Stored dataset items
Start of Block
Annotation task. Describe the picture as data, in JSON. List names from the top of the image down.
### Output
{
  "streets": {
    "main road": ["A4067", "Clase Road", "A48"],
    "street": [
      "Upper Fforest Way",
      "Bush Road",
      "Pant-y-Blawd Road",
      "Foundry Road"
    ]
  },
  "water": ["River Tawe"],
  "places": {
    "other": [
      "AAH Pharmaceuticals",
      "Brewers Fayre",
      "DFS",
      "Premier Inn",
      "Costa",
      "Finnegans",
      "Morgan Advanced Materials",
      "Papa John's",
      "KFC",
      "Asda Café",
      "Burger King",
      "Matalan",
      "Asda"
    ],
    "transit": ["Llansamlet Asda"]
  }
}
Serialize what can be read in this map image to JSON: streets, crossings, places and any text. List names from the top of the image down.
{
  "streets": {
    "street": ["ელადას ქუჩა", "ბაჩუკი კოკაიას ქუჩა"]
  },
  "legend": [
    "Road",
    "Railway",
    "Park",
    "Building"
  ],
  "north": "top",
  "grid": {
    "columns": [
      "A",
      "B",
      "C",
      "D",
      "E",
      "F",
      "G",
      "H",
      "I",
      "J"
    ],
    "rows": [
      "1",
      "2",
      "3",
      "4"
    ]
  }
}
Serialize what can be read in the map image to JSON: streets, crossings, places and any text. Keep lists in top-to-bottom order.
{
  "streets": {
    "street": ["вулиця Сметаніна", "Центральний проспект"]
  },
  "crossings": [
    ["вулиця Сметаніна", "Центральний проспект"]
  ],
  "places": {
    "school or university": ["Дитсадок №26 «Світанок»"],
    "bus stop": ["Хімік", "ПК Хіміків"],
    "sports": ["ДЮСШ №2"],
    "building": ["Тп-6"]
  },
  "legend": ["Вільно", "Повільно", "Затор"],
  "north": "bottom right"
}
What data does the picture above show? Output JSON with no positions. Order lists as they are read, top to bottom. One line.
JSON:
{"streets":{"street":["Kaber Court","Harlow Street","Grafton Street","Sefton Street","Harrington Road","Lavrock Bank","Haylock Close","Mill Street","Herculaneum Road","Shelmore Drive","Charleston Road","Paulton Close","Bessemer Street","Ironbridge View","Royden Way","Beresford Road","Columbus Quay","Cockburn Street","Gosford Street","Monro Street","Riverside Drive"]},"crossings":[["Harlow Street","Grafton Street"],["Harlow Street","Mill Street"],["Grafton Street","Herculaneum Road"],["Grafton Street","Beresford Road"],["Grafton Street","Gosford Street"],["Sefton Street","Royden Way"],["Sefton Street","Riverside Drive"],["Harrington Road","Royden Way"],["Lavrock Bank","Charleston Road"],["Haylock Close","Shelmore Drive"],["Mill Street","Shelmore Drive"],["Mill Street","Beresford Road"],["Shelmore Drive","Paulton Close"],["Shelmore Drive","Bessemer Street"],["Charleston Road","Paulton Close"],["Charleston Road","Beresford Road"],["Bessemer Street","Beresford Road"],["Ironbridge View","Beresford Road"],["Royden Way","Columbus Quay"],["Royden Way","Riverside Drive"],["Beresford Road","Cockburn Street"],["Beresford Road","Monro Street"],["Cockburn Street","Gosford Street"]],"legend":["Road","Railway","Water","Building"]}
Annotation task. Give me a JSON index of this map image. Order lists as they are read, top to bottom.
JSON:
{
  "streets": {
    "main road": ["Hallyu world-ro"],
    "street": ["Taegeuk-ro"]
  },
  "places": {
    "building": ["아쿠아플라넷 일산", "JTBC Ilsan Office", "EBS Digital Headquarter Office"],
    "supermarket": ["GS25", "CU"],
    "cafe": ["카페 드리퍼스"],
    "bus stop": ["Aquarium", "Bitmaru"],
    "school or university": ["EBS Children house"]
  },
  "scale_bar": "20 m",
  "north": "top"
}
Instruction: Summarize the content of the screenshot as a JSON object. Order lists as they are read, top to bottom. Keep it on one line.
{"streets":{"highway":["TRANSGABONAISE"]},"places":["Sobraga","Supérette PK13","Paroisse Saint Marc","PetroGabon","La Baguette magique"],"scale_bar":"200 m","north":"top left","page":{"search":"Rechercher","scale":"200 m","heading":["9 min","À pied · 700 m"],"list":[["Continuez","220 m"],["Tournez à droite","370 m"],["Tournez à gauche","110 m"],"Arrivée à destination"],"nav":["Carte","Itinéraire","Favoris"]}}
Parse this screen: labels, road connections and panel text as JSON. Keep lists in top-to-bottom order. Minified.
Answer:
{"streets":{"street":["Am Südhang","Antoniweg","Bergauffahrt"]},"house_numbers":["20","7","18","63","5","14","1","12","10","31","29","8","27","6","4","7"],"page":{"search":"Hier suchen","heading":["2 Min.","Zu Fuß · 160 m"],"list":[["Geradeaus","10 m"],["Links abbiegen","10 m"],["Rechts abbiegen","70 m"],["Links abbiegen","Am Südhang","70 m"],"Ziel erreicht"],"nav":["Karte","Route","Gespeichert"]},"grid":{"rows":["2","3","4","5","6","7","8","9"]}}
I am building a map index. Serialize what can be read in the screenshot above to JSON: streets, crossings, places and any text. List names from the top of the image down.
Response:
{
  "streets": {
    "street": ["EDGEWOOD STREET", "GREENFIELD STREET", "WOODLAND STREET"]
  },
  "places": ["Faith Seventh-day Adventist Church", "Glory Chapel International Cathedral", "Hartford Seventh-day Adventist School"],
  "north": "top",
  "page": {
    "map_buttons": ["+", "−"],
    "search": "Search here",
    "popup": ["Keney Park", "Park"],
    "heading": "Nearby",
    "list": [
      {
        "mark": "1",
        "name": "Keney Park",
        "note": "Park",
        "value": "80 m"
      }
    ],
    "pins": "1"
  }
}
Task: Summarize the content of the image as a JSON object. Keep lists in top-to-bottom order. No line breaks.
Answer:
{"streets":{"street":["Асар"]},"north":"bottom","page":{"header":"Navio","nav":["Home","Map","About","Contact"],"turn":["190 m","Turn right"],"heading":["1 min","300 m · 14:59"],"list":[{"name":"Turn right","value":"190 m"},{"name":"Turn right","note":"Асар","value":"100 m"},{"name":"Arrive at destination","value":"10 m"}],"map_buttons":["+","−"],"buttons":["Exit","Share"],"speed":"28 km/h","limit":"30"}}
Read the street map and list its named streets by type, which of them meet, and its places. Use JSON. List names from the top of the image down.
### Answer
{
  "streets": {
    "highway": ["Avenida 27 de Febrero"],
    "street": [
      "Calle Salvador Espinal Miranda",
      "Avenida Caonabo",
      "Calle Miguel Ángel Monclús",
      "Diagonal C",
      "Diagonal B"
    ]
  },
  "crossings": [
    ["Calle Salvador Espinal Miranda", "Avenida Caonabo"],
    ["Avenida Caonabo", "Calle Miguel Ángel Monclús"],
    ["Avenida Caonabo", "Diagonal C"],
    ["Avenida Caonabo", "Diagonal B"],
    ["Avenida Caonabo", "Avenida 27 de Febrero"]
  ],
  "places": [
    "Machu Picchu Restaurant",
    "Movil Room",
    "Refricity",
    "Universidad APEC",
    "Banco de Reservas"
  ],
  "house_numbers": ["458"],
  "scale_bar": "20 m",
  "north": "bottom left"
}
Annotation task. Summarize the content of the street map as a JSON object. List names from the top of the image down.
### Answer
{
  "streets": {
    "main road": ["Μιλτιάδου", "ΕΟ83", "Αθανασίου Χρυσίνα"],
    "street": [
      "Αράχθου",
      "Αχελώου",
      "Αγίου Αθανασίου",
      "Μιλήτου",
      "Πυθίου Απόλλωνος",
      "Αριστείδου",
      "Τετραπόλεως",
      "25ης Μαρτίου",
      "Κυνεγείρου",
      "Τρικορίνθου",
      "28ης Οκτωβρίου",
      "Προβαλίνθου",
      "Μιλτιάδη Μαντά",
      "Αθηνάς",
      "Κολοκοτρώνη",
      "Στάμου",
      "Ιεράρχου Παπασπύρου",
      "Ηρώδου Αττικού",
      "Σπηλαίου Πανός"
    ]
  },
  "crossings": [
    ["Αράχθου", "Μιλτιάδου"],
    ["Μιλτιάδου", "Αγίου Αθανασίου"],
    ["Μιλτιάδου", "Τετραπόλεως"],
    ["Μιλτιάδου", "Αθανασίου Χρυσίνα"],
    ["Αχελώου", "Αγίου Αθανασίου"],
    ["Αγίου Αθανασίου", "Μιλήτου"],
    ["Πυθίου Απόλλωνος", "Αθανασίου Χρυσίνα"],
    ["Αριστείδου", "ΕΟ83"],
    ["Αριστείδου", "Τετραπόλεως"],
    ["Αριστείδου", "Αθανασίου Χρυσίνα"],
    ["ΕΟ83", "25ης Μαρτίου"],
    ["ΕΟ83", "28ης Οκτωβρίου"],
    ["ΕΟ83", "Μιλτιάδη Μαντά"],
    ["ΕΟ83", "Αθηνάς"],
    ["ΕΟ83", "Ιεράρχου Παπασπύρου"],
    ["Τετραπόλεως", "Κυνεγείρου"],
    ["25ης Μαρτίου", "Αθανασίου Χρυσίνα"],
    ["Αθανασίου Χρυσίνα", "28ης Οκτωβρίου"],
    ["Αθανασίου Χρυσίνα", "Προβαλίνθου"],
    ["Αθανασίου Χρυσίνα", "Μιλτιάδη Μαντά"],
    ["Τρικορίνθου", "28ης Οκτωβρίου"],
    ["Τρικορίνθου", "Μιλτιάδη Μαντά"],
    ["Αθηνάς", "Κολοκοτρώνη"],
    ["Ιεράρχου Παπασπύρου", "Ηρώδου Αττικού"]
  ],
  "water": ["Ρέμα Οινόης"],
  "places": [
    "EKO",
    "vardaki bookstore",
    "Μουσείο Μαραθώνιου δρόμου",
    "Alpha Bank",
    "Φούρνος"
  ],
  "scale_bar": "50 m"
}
End of Block
Look through the entries and return every line where "above" appears.

What data does the picture above show? Output JSON with no positions. Order lists as they are read, top to bottom. One line.
I am building a map index. Serialize what can be read in the screenshot above to JSON: streets, crossings, places and any text. List names from the top of the image down.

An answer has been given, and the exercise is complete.